**Exercise details**
Please copy each line in the records below that contains the string "Everglade".

**Supplied information**
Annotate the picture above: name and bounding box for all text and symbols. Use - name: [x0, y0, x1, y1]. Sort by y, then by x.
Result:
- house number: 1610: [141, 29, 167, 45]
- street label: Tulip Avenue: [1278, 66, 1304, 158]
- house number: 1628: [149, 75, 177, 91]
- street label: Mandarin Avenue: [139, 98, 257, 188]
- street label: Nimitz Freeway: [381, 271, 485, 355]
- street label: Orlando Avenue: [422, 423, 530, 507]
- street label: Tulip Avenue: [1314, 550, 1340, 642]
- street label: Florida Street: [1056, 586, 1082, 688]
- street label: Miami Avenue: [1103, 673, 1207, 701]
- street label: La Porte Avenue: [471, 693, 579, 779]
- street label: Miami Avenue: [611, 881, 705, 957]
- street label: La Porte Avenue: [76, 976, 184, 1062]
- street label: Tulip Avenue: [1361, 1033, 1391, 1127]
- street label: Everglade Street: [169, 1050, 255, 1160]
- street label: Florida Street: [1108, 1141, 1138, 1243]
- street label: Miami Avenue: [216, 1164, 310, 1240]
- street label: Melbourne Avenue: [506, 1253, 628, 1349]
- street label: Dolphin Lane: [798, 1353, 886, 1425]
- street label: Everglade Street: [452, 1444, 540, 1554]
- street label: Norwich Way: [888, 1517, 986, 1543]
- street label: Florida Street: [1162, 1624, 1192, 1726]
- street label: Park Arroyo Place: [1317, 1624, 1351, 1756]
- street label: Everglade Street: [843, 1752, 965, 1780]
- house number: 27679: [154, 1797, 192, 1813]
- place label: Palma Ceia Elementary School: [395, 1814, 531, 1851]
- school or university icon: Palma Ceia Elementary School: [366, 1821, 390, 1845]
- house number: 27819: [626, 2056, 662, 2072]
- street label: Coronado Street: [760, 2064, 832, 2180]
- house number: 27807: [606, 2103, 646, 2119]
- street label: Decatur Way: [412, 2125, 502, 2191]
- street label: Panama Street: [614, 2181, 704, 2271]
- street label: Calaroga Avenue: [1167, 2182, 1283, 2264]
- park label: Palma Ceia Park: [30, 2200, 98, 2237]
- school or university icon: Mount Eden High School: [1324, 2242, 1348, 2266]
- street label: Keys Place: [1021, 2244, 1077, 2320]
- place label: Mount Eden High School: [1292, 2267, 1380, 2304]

**Solution to this exercise**
- street label: Everglade Street: [169, 1050, 255, 1160]
- street label: Everglade Street: [452, 1444, 540, 1554]
- street label: Everglade Street: [843, 1752, 965, 1780]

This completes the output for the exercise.